◆ **Records supplied**:
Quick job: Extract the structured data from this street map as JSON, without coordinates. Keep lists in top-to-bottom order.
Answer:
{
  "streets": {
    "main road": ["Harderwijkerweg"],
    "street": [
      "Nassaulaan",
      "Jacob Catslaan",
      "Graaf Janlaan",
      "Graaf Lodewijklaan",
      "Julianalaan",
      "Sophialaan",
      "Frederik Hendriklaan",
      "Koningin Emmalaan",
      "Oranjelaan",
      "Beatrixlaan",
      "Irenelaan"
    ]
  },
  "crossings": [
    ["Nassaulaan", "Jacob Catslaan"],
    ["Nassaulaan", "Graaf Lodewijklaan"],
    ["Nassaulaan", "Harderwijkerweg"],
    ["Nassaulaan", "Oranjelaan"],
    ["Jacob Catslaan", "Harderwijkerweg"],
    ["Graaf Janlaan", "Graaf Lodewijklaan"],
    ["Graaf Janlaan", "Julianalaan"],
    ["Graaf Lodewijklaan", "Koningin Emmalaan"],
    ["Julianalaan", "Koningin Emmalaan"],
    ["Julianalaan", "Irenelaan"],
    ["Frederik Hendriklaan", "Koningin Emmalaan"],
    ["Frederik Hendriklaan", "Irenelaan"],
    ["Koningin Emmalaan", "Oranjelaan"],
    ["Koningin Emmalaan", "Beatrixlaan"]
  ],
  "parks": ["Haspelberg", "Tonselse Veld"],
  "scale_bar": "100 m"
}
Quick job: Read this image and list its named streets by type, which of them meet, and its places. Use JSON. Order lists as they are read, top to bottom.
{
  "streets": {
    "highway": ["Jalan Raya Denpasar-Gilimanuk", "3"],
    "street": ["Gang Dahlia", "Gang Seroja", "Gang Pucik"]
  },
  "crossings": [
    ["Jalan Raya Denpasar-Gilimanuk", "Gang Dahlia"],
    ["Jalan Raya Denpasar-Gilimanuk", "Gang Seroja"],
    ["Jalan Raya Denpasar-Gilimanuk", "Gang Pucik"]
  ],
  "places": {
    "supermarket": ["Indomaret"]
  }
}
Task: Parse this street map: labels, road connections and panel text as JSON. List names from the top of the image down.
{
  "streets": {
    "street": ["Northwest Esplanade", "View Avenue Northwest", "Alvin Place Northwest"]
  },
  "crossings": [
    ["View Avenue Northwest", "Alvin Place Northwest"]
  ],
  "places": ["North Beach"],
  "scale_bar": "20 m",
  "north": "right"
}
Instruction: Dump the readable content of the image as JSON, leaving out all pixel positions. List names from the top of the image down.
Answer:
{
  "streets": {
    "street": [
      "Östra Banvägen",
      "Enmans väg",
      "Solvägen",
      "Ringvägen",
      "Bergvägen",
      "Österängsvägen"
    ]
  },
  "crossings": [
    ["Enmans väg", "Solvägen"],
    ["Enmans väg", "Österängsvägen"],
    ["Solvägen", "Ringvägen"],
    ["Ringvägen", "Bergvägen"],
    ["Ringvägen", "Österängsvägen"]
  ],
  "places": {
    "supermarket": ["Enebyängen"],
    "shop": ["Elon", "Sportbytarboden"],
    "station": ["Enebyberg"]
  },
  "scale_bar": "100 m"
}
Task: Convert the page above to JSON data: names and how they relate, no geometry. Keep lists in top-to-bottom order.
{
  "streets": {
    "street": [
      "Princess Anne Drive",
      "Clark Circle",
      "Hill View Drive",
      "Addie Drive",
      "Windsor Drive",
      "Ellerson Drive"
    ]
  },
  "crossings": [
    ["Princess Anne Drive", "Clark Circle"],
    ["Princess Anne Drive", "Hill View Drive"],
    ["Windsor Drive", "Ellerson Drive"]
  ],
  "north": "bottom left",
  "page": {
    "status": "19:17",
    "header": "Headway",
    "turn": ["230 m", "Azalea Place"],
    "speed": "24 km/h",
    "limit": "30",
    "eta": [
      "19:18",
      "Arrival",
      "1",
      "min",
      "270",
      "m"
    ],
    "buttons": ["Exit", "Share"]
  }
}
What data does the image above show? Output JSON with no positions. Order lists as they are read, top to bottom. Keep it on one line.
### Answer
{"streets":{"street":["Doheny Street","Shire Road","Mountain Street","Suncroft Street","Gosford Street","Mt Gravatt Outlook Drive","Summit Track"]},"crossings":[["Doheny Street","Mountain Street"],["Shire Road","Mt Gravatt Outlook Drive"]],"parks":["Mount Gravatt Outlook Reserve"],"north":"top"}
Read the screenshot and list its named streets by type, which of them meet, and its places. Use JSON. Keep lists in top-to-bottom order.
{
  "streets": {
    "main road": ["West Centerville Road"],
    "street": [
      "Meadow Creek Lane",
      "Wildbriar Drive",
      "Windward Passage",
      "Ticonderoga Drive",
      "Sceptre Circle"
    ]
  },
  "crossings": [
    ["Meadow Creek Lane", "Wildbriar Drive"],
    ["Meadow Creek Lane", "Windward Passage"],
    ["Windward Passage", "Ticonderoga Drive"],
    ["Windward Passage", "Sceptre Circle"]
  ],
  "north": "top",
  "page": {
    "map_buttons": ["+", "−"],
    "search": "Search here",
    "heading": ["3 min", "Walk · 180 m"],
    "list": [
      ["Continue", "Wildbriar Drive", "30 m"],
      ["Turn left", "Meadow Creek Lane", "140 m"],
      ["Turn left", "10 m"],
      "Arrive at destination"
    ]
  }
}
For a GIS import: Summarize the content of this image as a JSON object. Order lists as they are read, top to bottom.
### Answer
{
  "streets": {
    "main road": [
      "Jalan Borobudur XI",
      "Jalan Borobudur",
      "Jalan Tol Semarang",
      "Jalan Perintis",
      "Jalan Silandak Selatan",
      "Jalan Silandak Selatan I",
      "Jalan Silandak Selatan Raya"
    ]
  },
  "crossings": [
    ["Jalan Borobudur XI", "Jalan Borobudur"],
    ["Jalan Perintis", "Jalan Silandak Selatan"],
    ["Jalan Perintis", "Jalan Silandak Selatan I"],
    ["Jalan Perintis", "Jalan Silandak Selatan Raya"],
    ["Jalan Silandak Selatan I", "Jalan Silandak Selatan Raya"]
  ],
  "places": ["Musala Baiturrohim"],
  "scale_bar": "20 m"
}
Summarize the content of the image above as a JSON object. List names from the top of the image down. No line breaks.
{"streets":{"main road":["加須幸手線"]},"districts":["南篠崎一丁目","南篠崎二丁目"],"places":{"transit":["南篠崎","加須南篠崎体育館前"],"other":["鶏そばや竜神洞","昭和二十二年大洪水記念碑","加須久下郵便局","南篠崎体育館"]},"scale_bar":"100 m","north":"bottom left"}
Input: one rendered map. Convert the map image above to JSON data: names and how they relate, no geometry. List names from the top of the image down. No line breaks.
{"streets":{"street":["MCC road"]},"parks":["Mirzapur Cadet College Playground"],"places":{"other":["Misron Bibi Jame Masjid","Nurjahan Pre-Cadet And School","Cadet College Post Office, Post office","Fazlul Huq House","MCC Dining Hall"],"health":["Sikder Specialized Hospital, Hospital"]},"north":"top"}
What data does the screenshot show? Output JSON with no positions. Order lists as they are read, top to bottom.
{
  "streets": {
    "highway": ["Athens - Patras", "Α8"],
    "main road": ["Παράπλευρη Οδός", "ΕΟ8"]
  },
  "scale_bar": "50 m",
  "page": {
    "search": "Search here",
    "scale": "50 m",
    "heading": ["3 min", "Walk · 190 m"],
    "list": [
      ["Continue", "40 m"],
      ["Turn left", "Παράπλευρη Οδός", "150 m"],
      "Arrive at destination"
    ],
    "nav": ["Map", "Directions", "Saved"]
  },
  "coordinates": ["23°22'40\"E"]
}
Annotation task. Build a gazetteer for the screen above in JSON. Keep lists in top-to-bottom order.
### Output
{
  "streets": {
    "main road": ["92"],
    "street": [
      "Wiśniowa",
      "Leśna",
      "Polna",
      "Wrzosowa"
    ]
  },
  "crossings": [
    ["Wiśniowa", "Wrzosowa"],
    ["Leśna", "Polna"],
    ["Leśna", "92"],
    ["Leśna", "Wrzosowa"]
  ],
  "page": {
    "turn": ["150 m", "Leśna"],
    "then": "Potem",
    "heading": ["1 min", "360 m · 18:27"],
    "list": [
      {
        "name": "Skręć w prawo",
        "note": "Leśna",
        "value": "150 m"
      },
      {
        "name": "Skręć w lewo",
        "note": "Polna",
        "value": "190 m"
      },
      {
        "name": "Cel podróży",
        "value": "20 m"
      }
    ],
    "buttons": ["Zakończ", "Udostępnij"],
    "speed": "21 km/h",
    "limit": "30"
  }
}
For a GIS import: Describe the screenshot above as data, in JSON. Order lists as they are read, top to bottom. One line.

◆ **Directions for this task**: Only lines holding the word "import" are wanted, so copy each of them from the records above.

◆ **Task solution**:
For a GIS import: Summarize the content of this image as a JSON object. Order lists as they are read, top to bottom.
For a GIS import: Describe the screenshot above as data, in JSON. Order lists as they are read, top to bottom. One line.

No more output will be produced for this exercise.